BEGIN Material shown

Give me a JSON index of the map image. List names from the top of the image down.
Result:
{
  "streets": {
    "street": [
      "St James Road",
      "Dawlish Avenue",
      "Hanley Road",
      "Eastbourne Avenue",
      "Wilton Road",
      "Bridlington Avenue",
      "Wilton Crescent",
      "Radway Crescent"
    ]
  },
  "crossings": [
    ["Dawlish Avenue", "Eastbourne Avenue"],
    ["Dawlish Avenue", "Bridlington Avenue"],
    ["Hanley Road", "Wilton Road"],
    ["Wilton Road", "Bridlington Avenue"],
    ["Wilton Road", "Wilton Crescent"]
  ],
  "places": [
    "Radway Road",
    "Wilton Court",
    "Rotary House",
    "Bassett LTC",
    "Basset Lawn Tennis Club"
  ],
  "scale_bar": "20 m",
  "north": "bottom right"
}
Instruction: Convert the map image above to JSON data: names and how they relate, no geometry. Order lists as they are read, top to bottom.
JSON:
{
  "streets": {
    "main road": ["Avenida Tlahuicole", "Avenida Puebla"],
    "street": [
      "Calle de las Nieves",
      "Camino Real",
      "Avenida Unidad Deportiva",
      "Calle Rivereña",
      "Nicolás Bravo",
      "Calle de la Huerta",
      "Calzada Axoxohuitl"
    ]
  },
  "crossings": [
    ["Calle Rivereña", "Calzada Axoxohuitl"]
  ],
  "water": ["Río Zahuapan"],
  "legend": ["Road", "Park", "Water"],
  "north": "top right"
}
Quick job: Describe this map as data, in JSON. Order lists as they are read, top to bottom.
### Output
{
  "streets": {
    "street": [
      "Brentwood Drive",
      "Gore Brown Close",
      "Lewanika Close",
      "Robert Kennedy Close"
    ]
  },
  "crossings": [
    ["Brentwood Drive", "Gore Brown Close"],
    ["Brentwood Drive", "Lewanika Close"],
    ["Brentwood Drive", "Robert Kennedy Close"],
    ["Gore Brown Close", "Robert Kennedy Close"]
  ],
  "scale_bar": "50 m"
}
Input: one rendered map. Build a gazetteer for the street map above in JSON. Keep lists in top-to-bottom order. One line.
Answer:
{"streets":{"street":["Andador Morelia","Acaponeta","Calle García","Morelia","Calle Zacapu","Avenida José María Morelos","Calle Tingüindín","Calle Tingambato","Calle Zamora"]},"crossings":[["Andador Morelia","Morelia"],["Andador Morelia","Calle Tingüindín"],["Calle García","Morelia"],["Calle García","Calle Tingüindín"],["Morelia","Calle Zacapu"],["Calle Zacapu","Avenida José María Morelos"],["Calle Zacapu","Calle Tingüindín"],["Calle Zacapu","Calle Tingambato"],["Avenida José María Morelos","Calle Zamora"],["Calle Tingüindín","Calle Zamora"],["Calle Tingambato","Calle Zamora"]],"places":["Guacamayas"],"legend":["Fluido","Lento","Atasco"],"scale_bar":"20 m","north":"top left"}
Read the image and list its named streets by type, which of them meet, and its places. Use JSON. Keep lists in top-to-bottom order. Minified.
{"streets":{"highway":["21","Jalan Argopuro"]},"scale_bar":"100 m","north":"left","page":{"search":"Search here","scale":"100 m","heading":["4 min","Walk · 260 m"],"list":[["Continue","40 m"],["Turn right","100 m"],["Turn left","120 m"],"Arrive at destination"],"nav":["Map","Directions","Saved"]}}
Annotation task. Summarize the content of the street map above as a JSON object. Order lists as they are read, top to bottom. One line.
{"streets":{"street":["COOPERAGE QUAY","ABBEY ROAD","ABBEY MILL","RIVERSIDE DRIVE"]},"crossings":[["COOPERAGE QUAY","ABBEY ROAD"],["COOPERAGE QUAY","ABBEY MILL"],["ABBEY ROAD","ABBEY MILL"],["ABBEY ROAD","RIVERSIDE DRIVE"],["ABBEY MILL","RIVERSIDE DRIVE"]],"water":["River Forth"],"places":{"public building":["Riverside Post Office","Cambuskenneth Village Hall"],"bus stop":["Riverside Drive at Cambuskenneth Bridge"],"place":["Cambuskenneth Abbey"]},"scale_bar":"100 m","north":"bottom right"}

END Material shown

-- What is needed --
Beginning at the line with "Read the image" and ending at the last line of the entries, print every line exactly.

-- Task output --
Read the image and list its named streets by type, which of them meet, and its places. Use JSON. Keep lists in top-to-bottom order. Minified.
{"streets":{"highway":["21","Jalan Argopuro"]},"scale_bar":"100 m","north":"left","page":{"search":"Search here","scale":"100 m","heading":["4 min","Walk · 260 m"],"list":[["Continue","40 m"],["Turn right","100 m"],["Turn left","120 m"],"Arrive at destination"],"nav":["Map","Directions","Saved"]}}
Annotation task. Summarize the content of the street map above as a JSON object. Order lists as they are read, top to bottom. One line.
{"streets":{"street":["COOPERAGE QUAY","ABBEY ROAD","ABBEY MILL","RIVERSIDE DRIVE"]},"crossings":[["COOPERAGE QUAY","ABBEY ROAD"],["COOPERAGE QUAY","ABBEY MILL"],["ABBEY ROAD","ABBEY MILL"],["ABBEY ROAD","RIVERSIDE DRIVE"],["ABBEY MILL","RIVERSIDE DRIVE"]],"water":["River Forth"],"places":{"public building":["Riverside Post Office","Cambuskenneth Village Hall"],"bus stop":["Riverside Drive at Cambuskenneth Bridge"],"place":["Cambuskenneth Abbey"]},"scale_bar":"100 m","north":"bottom right"}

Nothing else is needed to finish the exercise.